━━━━━ Raw data

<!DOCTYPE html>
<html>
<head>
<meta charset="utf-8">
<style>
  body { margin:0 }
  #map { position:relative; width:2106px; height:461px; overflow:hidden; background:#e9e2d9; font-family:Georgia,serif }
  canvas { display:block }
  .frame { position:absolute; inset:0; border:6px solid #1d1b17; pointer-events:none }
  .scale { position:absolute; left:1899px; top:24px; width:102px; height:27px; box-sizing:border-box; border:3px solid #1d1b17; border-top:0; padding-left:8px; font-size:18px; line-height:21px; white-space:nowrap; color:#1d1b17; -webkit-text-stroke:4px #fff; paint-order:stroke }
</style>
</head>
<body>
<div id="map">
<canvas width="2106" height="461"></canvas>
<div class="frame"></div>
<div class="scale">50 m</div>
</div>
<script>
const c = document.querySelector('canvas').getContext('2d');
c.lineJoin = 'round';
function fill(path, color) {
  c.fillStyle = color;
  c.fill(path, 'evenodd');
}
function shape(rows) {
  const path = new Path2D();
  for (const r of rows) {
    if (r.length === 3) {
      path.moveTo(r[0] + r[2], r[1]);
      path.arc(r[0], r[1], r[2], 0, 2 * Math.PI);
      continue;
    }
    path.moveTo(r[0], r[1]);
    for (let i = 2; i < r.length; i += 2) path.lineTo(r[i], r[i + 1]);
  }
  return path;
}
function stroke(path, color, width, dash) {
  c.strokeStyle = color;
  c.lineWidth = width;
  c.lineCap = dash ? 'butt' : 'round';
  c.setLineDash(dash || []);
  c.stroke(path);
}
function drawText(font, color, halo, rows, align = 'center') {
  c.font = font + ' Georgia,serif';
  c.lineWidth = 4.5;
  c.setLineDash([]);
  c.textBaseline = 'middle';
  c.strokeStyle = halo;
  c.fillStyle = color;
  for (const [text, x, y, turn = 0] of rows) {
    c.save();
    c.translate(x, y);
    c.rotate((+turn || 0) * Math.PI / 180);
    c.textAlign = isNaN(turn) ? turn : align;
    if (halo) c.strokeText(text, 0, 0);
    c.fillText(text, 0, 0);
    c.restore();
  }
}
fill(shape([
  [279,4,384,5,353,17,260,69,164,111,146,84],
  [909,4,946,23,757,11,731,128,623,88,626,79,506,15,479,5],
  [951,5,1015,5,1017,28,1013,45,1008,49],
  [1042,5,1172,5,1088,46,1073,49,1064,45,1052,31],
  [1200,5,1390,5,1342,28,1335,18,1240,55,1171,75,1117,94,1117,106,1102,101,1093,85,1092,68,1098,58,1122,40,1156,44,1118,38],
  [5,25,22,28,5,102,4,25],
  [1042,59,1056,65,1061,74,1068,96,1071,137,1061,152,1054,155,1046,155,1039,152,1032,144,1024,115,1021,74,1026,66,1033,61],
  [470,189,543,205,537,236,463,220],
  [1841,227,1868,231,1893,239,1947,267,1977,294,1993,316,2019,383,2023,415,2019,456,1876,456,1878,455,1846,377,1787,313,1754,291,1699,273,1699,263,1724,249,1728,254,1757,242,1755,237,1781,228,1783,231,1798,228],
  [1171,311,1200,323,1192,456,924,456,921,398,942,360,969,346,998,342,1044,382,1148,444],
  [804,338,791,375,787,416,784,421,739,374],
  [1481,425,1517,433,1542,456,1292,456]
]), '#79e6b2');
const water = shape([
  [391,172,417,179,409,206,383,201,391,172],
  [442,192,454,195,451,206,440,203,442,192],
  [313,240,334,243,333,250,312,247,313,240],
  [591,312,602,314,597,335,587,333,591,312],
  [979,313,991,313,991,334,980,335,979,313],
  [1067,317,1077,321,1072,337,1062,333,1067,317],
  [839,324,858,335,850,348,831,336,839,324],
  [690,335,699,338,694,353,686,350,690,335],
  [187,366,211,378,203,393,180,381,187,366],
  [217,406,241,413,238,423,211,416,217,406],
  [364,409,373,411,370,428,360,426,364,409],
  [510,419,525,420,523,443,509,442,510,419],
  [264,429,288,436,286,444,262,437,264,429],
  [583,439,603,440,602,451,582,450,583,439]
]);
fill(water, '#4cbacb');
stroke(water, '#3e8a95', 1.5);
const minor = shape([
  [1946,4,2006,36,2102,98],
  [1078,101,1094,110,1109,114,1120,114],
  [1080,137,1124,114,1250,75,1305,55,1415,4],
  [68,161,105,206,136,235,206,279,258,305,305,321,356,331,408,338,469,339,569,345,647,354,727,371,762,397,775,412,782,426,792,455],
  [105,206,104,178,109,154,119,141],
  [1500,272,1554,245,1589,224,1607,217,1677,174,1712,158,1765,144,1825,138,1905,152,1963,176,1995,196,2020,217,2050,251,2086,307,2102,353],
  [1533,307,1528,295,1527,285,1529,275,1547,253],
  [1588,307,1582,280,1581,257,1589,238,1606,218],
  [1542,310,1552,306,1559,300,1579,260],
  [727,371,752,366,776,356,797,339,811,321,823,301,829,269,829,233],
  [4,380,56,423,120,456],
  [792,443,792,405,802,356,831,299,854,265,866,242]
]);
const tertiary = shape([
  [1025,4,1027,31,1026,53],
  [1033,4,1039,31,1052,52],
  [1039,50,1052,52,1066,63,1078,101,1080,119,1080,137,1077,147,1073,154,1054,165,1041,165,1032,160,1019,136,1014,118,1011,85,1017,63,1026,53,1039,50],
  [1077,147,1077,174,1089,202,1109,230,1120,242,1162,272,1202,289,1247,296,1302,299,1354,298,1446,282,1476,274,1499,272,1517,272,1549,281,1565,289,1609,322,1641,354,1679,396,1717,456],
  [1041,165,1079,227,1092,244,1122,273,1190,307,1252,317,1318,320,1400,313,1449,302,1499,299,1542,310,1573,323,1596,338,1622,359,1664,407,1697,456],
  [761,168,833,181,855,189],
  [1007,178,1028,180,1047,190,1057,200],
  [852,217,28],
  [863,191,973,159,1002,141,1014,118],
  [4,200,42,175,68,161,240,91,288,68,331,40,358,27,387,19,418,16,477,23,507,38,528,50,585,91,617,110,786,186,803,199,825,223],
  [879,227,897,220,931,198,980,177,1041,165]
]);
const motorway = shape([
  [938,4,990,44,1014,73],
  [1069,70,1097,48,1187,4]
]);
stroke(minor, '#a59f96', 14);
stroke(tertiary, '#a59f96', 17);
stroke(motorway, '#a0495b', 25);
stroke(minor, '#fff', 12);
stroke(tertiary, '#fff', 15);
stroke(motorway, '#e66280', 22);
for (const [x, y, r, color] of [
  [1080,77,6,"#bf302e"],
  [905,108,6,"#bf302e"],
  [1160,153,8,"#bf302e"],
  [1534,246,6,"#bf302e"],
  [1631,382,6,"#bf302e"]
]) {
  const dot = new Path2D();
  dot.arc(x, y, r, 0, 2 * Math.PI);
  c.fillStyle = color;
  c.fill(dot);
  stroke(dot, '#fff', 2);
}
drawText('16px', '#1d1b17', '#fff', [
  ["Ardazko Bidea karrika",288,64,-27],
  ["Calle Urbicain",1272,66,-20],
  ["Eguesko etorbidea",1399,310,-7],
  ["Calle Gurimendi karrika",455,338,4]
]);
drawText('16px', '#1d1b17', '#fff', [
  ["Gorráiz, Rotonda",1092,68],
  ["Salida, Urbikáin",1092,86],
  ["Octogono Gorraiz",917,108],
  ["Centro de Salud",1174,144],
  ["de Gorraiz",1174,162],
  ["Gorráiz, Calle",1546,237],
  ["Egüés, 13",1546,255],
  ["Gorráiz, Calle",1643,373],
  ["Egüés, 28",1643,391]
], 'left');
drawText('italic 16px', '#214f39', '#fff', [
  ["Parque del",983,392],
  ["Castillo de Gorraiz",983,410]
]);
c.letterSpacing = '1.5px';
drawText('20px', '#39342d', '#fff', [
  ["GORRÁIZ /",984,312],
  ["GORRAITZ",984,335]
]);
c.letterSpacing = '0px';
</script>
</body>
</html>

━━━━━━━━━━

Brief:
Lines containing the word "letterSpacing" are to be located in the entries and copied.

Output for this exercise:
c.letterSpacing = '1.5px';
c.letterSpacing = '0px';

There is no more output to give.